Turtles Can Fly
1st feature out of Iraq since the war, from the director of A Time for Drunken Horses
We are in Iraq, on the brink of the American invasion. To be specific, we are in the Kurdish enclaves of northern Iraq, in the makeshift villages and refugee camps. Nobody seems to be in charge here—nobody, at any rate, from the adult population.

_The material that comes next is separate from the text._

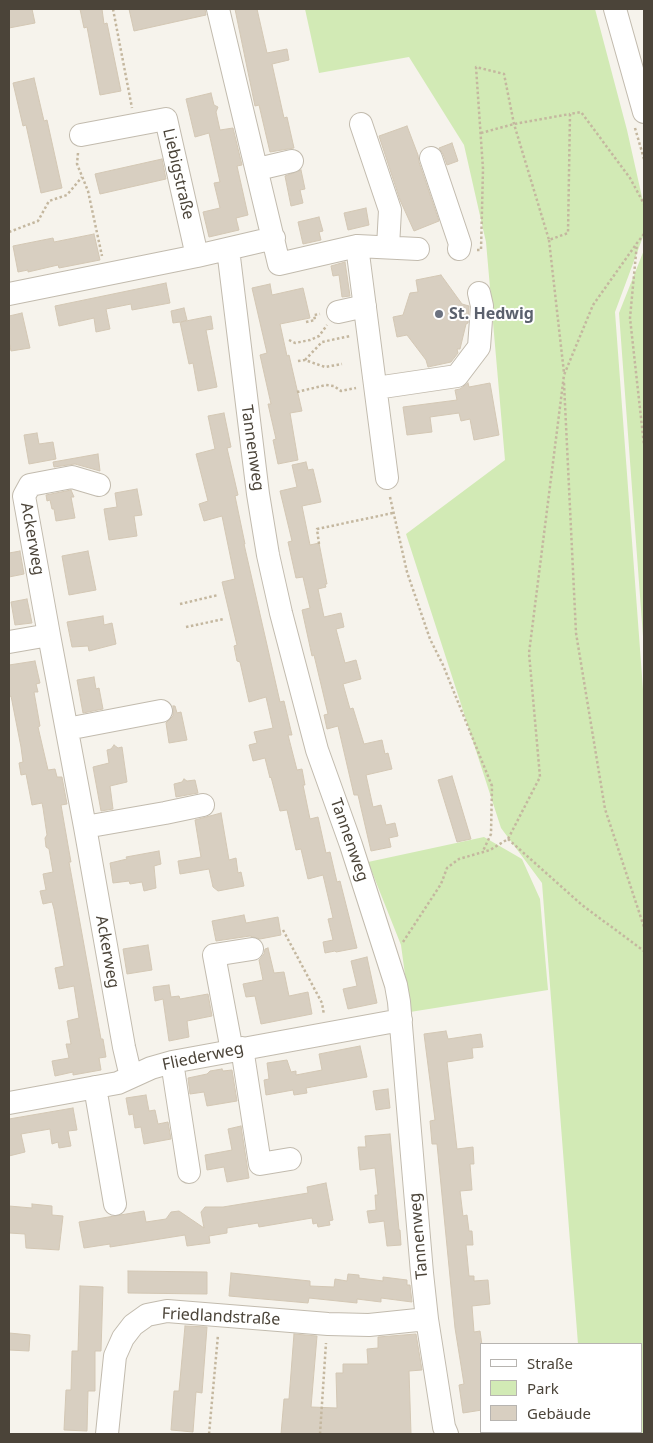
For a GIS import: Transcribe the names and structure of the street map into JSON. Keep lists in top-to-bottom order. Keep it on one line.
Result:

Kak's (Soran Ebrahim) friends and dependents call him Satellite, because what they desire most is not food or shelter but news, and among Satellite’s gifts is a capacity to haggle in the markets, then come home dragging a satellite dish. The movie revolves around a curious historical anomaly: looking forward to war.
Unlikely objects and daunting juxtapositions pepper the landscape of the picture, starting with the throng of youngsters patiently working their way up a grassy hillside. They carry baskets on their backs, and you find yourself craning to see what’s inside: the children are harvesting land mines, which, if unexploded, will fetch a fair price.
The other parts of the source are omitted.